### EXERCISE DATA
········
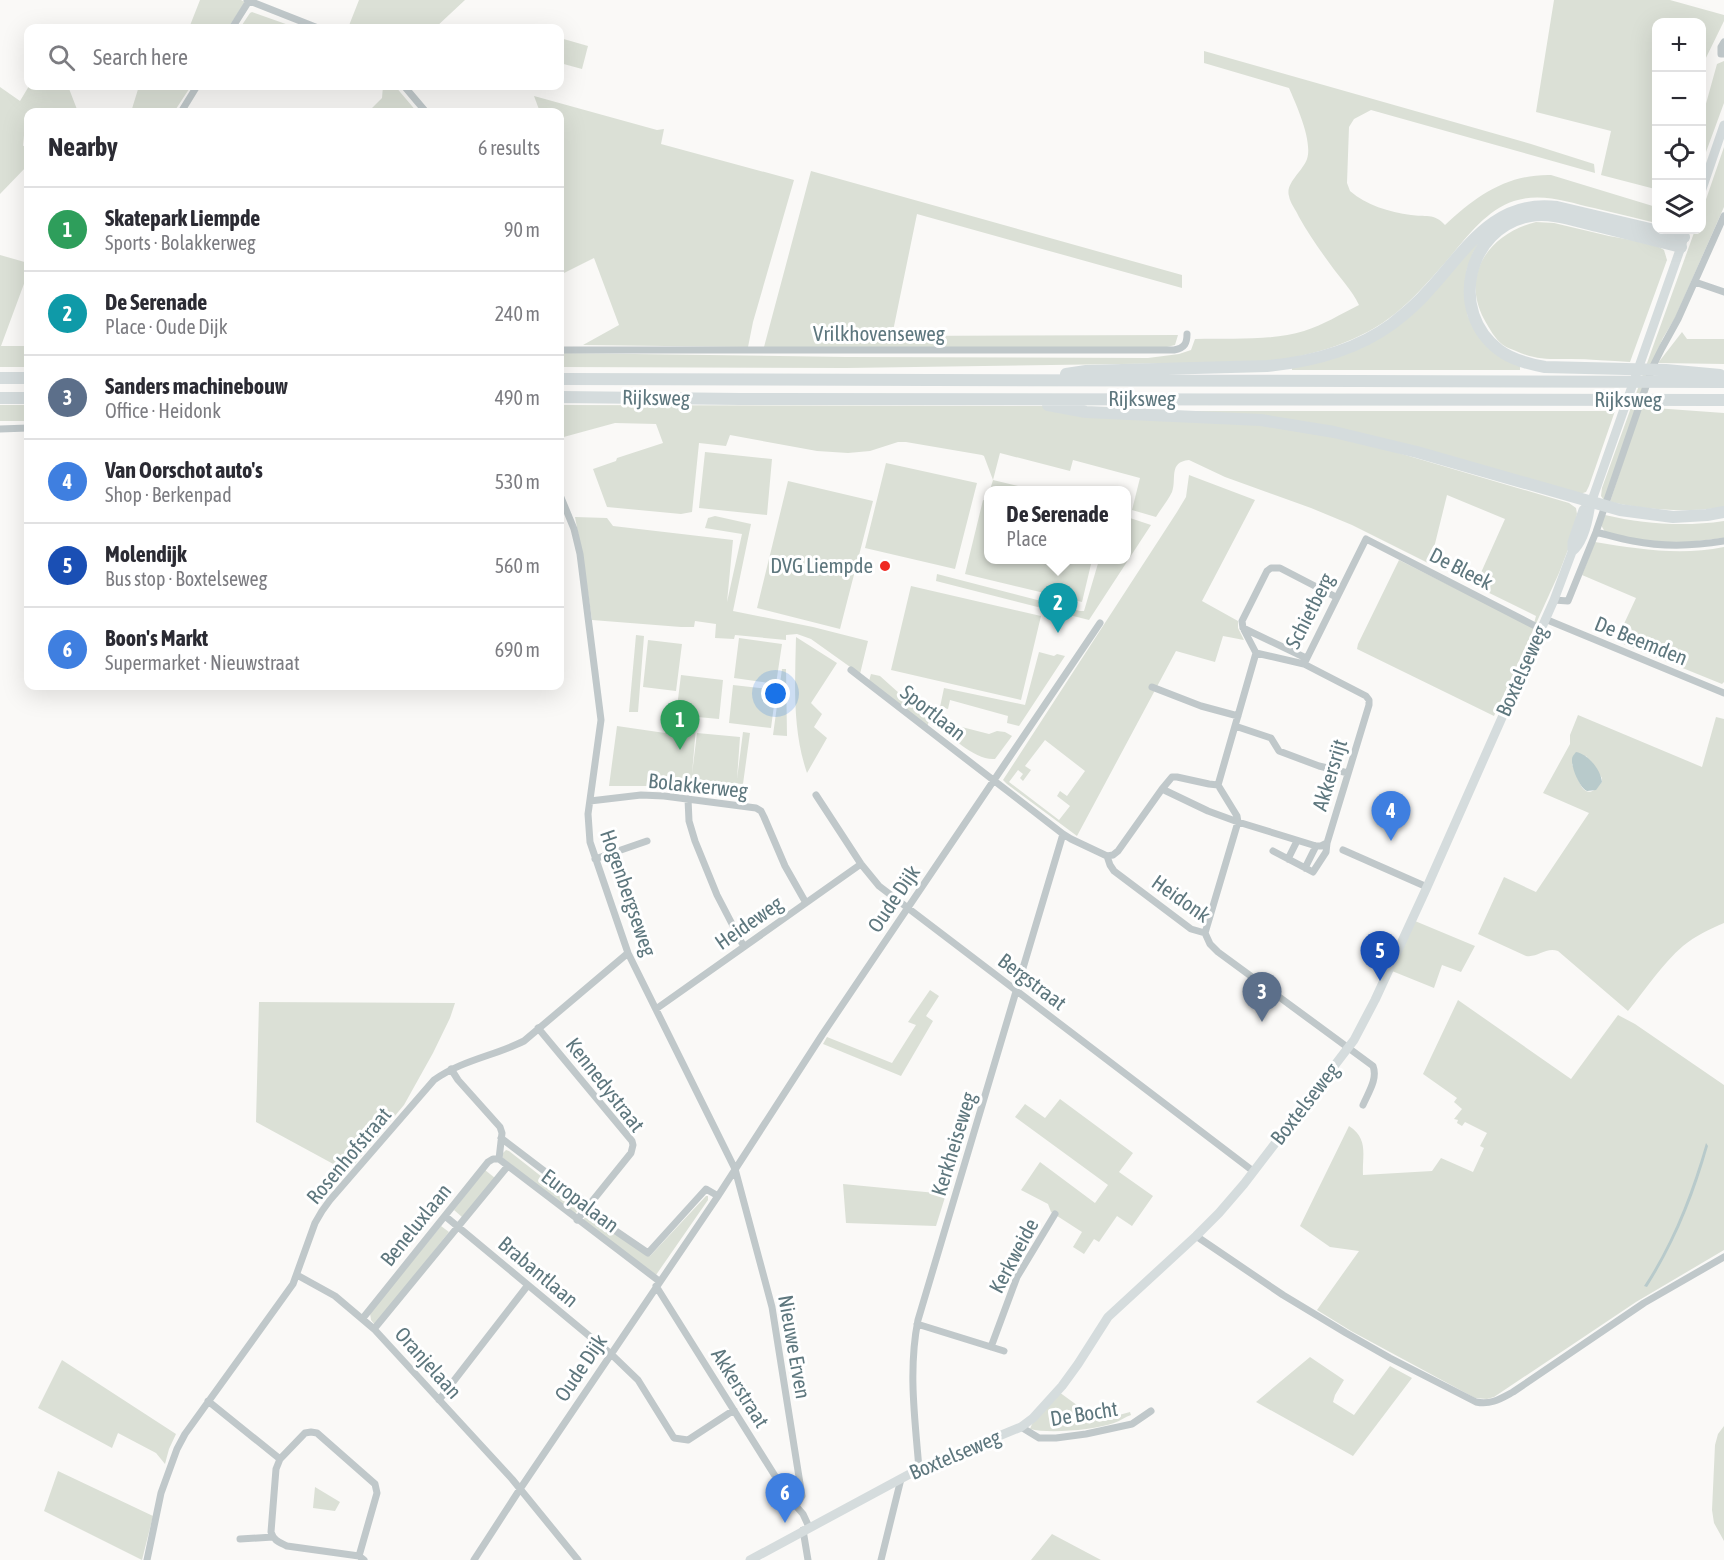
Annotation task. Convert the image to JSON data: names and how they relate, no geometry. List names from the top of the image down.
{
  "streets": {
    "highway": ["Rijksweg"],
    "street": [
      "Vrilkhovenseweg",
      "De Bleek",
      "Schietberg",
      "De Beemden",
      "Boxtelseweg",
      "Sportlaan",
      "Akkersrijt",
      "Bolakkerweg",
      "Hogenbergseweg",
      "Oude Dijk",
      "Heidonk",
      "Heideweg",
      "Bergstraat",
      "Kennedystraat",
      "Kerkheiseweg",
      "Rosenhofstraat",
      "Europalaan",
      "Beneluxlaan",
      "Kerkweide",
      "Brabantlaan",
      "Nieuwe Erven",
      "Oranjelaan",
      "Akkerstraat",
      "De Bocht"
    ]
  },
  "crossings": [
    ["De Bleek", "Schietberg"],
    ["De Bleek", "De Beemden"],
    ["De Bleek", "Boxtelseweg"],
    ["Schietberg", "Akkersrijt"],
    ["De Beemden", "Boxtelseweg"],
    ["Boxtelseweg", "Heidonk"],
    ["Boxtelseweg", "Bergstraat"],
    ["Boxtelseweg", "Kerkheiseweg"],
    ["Boxtelseweg", "De Bocht"],
    ["Sportlaan", "Oude Dijk"],
    ["Sportlaan", "Heidonk"],
    ["Bolakkerweg", "Hogenbergseweg"],
    ["Bolakkerweg", "Heideweg"],
    ["Hogenbergseweg", "Oude Dijk"],
    ["Hogenbergseweg", "Heideweg"],
    ["Hogenbergseweg", "Rosenhofstraat"],
    ["Hogenbergseweg", "Nieuwe Erven"],
    ["Oude Dijk", "Heidonk"],
    ["Oude Dijk", "Bergstraat"],
    ["Oude Dijk", "Europalaan"],
    ["Oude Dijk", "Brabantlaan"],
    ["Oude Dijk", "Nieuwe Erven"],
    ["Oude Dijk", "Oranjelaan"],
    ["Oude Dijk", "Akkerstraat"],
    ["Heidonk", "Kerkheiseweg"],
    ["Heideweg", "Bergstraat"],
    ["Bergstraat", "Kerkheiseweg"],
    ["Kennedystraat", "Rosenhofstraat"],
    ["Kennedystraat", "Europalaan"],
    ["Rosenhofstraat", "Europalaan"],
    ["Rosenhofstraat", "Oranjelaan"],
    ["Europalaan", "Beneluxlaan"],
    ["Europalaan", "Akkerstraat"],
    ["Beneluxlaan", "Brabantlaan"],
    ["Beneluxlaan", "Oranjelaan"],
    ["Brabantlaan", "Akkerstraat"],
    ["Nieuwe Erven", "Akkerstraat"]
  ],
  "places": ["DVG Liempde"],
  "page": {
    "map_buttons": ["+", "−"],
    "search": "Search here",
    "heading": ["Nearby", "6 results"],
    "list": [
      {
        "mark": "1",
        "name": "Skatepark Liempde",
        "note": "Sports · Bolakkerweg",
        "value": "90 m"
      },
      {
        "mark": "2",
        "name": "De Serenade",
        "note": "Place · Oude Dijk",
        "value": "240 m"
      },
      {
        "mark": "3",
        "name": "Sanders machinebouw",
        "note": "Office · Heidonk",
        "value": "490 m"
      },
      {
        "mark": "4",
        "name": "Van Oorschot auto's",
        "note": "Shop · Berkenpad",
        "value": "530 m"
      },
      {
        "mark": "5",
        "name": "Molendijk",
        "note": "Bus stop · Boxtelseweg",
        "value": "560 m"
      },
      {
        "mark": "6",
        "name": "Boon's Markt",
        "note": "Supermarket · Nieuwstraat",
        "value": "690 m"
      }
    ],
    "popup": ["De Serenade", "Place"],
    "pins": [
      "2",
      "1",
      "4",
      "5",
      "3",
      "6"
    ]
  }
}
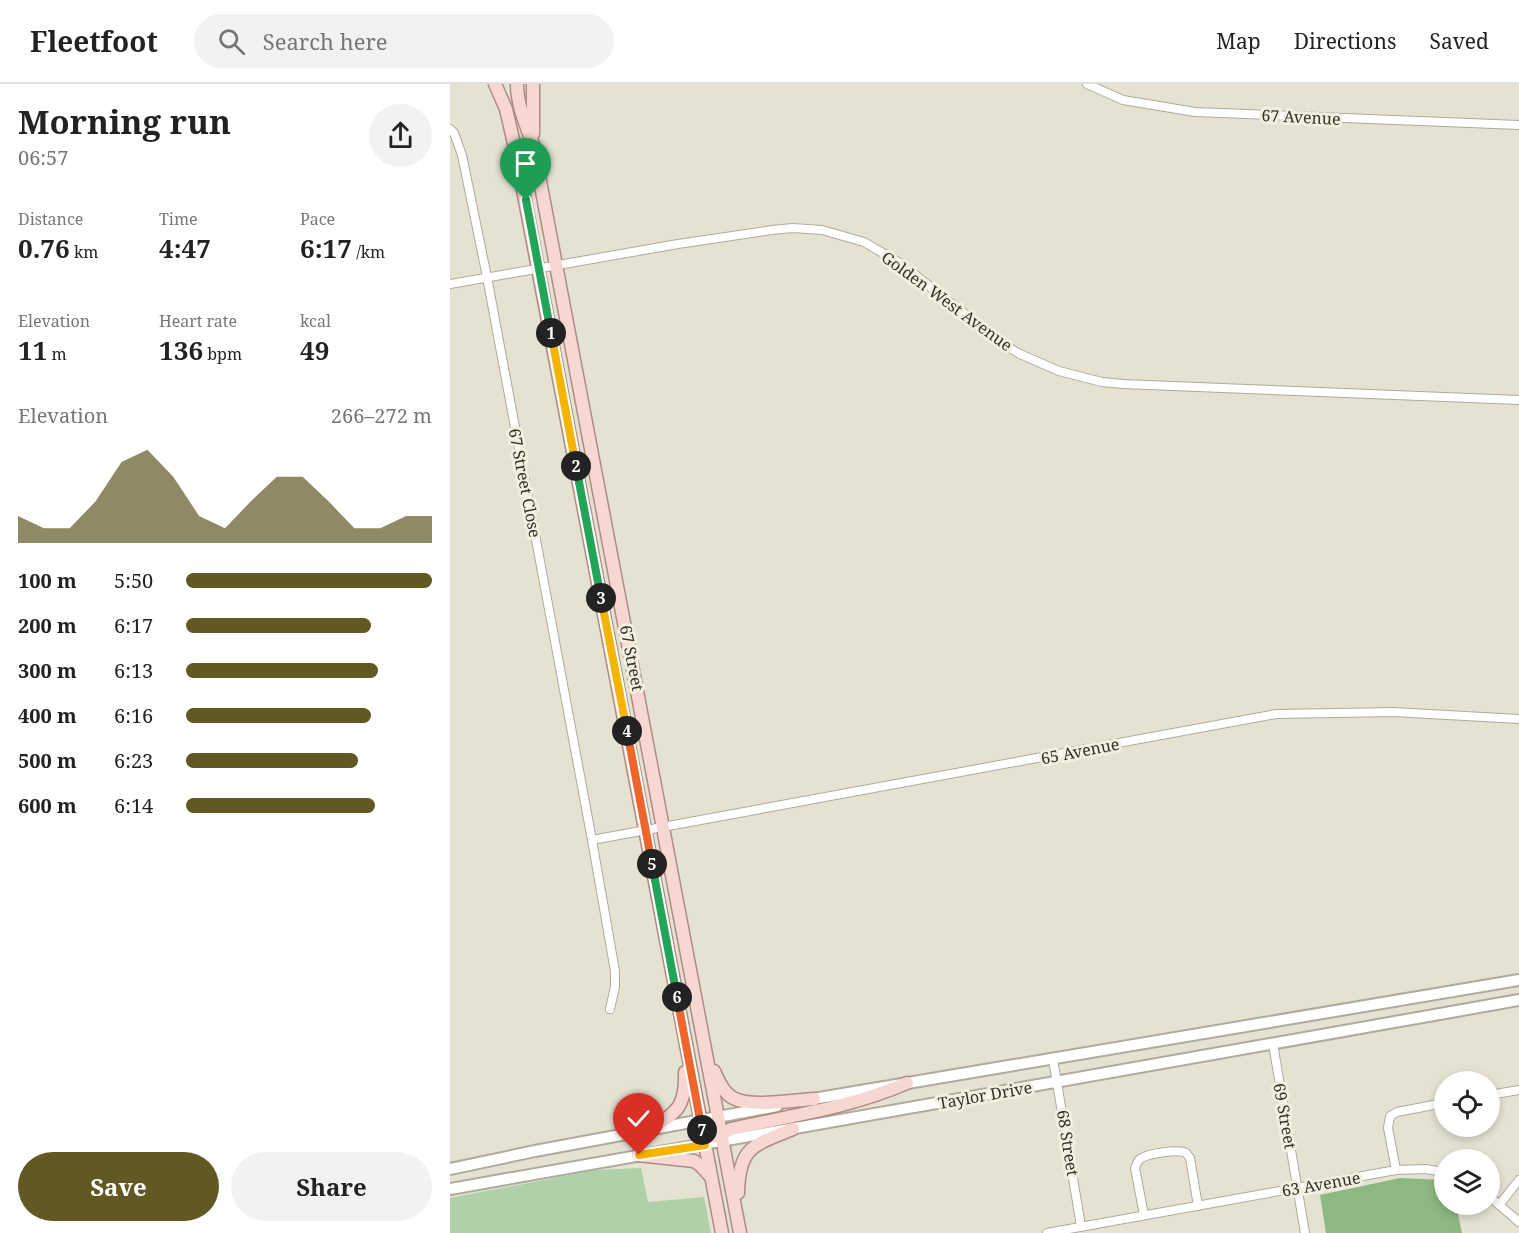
········
### WHAT YOU ARE ASKED TO DO
Show every line above in which the word "Kennedystraat" occurs.

### ANSWER TO THIS PROBLEM
      "Kennedystraat",
    ["Kennedystraat", "Rosenhofstraat"],
    ["Kennedystraat", "Europalaan"],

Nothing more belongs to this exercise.